Evaluation de la gravité de l’intoxication

En même temps que les mesures décrites plus haut, il convient d’évaluer la gravité de l’intoxication. Sur base de l’(hétéro-)anamnèse, on peut obtenir des informations sur la nature du (des) médicament(s) ingéré(s), la quantité supposée ingérée, le moment de la prise, et la prise concomitante éventuelle d’alcool ou de drogues. Il faut attirer l’attention sur le fait que l’anamnèse peut fournir des données non fiables, ce qui peut être à l’origine d’une sous-estimation de la gravité de la situation.

Les données provenant de l’examen clinique sont également importantes, mais l’absence de symptômes, en apparence rassurante, peut être trompeuse, p.ex. en cas d’intoxication au paracétamol dans laquelle les symptômes n’apparaissent que très tardivement.

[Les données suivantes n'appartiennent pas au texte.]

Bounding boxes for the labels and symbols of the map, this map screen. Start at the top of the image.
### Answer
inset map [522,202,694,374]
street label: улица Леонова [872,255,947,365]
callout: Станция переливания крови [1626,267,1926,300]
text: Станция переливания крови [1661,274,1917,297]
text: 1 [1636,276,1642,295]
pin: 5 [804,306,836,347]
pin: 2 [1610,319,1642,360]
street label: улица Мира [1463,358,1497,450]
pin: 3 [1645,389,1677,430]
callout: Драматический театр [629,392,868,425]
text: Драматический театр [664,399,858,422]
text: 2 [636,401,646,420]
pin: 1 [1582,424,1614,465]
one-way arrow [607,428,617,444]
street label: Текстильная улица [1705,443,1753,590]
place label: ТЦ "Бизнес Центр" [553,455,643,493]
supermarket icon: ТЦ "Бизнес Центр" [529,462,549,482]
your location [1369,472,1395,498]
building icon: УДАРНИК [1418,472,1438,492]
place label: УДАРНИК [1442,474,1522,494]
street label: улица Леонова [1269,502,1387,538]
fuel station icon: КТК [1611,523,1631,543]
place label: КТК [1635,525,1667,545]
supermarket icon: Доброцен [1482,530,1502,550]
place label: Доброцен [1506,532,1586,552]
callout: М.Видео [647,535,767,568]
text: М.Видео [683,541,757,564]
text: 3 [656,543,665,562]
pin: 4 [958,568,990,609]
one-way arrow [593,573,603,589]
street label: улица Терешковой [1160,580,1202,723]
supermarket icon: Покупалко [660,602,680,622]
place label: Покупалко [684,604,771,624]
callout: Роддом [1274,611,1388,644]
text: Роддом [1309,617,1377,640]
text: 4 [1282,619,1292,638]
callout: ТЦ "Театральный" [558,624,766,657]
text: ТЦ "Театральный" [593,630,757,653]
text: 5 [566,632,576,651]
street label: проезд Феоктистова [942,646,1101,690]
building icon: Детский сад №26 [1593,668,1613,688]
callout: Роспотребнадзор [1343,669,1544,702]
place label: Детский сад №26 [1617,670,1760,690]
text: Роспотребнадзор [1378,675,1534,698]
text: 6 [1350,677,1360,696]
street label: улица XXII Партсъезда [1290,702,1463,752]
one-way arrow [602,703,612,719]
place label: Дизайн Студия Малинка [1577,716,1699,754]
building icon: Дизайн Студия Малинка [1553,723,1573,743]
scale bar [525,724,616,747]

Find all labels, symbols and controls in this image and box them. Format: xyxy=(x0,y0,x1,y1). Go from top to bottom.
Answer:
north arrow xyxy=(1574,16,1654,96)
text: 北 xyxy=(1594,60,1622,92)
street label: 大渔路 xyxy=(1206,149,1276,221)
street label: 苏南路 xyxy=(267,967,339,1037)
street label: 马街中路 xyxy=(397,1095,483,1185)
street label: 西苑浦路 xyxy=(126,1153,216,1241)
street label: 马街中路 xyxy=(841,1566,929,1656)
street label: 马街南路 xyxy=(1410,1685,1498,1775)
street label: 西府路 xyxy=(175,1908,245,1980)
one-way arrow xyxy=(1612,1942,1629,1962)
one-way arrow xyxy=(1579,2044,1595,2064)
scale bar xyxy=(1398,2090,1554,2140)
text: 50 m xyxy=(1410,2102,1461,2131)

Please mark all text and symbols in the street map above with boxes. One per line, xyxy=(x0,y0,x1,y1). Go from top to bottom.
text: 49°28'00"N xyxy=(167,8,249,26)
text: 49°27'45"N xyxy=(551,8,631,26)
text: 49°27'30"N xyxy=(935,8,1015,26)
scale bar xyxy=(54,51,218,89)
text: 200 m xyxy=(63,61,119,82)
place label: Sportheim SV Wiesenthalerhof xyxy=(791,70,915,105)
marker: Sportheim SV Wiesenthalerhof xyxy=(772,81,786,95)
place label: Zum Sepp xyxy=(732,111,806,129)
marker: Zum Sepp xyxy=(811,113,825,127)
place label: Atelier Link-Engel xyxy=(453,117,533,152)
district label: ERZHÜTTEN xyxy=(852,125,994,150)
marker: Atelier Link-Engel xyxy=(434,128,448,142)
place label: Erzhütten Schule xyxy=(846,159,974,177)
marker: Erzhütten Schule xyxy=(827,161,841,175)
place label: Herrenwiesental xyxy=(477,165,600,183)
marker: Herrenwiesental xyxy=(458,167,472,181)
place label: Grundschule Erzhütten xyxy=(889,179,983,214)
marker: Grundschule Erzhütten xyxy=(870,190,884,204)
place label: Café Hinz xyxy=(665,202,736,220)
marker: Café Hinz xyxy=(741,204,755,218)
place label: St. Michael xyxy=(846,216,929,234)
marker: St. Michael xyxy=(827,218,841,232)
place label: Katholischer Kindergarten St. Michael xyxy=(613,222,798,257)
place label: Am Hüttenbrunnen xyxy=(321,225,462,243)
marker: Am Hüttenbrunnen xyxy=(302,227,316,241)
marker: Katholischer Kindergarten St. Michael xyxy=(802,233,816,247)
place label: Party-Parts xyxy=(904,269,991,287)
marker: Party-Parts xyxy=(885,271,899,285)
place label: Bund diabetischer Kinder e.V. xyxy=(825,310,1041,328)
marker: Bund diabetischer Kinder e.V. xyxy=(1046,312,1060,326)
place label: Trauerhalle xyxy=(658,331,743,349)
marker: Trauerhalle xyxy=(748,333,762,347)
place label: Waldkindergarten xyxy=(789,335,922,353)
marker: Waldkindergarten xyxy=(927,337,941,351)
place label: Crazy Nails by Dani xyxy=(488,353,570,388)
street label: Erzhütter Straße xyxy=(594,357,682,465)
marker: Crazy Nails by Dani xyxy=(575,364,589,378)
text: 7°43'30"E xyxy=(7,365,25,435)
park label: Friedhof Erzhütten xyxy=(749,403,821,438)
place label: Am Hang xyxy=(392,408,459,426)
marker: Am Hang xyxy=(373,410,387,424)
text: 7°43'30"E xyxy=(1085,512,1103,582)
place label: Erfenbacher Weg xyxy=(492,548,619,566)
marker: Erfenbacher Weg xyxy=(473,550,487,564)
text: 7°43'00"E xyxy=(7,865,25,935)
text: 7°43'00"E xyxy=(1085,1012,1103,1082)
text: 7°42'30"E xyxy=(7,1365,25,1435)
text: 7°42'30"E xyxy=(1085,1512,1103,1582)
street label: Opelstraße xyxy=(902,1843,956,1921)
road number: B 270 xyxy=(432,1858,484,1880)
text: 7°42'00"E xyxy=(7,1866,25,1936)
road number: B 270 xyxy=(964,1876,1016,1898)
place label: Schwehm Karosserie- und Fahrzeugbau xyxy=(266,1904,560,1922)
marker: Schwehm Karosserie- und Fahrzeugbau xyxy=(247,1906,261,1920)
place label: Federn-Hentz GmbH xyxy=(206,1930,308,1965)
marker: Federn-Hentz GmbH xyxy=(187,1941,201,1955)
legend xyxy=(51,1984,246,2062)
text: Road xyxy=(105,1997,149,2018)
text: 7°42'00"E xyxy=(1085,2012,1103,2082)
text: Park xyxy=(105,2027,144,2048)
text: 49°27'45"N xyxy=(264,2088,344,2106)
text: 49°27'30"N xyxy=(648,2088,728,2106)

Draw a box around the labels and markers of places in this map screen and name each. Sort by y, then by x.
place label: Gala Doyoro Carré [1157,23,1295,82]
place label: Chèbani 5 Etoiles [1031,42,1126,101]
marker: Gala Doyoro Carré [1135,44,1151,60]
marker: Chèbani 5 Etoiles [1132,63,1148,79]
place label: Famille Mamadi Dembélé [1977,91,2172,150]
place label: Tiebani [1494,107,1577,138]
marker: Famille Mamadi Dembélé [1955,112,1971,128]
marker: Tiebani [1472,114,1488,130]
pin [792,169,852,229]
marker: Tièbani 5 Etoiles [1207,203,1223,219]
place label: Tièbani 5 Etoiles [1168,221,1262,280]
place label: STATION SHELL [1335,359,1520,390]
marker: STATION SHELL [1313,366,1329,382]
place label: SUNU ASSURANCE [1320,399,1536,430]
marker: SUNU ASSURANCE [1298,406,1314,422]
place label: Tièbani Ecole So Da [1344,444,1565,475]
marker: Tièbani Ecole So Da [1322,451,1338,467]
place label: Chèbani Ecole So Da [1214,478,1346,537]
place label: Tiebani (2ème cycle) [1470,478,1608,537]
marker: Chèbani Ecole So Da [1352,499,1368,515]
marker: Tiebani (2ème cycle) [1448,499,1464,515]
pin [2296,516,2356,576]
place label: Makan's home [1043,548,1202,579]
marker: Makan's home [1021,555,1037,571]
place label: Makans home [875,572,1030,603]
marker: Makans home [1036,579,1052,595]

En cas d’intoxication intentionnelle, il faudra veiller aussi à assurer une évaluation et une assistance psychiatriques urgentes.


Blocage de l’absorption gastro-intestinale

On ne dispose pas d’études randomisées contrôlées en ce qui concerne les techniques visant à contrecarrer l’absorption gastro-intestinale; les directives suivantes ont été rédigées sur base d’un consensus d’experts.

  • Le charbon activé , en tant qu’adsorbant, est utile dans la plupart des intoxications potentiellement dangereuses pour autant qu’il soit administré dans l’heure qui suit l’intoxication; son utilité en cas d’administration plus tardive (jusqu’à 4 heures après l’intoxication) est incertaine. L’administration de charbon activé en première ligne n’est en principe pas recommandée en Belgique, étant donné que les avantages potentiels ne contrebalancent pas les risques en cas de contreindication méconnue, et vu que les services d’urgence ne sont jamais très éloignés.
  • Le lavage gastrique est rarement réalisé en milieu spécialisé, et n’est certainement pas recommandé en première ligne. Il convient de prendre en compte des facteurs tels que la gravité de l’intoxication, la probabilité que le lavage gastrique élimine une quantité cliniquement importante (en fonction entre autres du temps écoulé depuis l’ingestion) et le risque lié à la procédure (entre autres aspiration, traumatisme de l’oesophage).
  • L’induction de vomissements au moyen du sirop d’ipéca n’a plus de place.
  • Il n’y a pas d’arguments en faveur de l’utilisation de laxatifs ou de lait en cas d’intoxications.

Antidotes

  • Le glucose et le glucagon sont indiqués en cas d’hypoglycémie sévère, p.ex. en cas de surdosage de médicaments hypoglycémiants (voir ci-dessus).
  • La naloxone est utile en cas de dépression respiratoire due à une intoxication aux opiacés (voir ci-dessus).
  • Le flumazénil n’est en principe pas indiqué en première ligne dans le cadre d’une intoxication aux benzodiazépines (voir ci-dessus).
  • L’ acétylcystéine est administrée par voie intraveineuse en cas d’intoxication aiguë au paracétamol (idéalement dans les 8 heures suivant l’ingestion); en Belgique où les services d’urgence ne sont jamais très éloignés, il n’est pas souhaitable et souvent pas réalisable d’administrer de l’acétylcystéine avant l’hospitalisation.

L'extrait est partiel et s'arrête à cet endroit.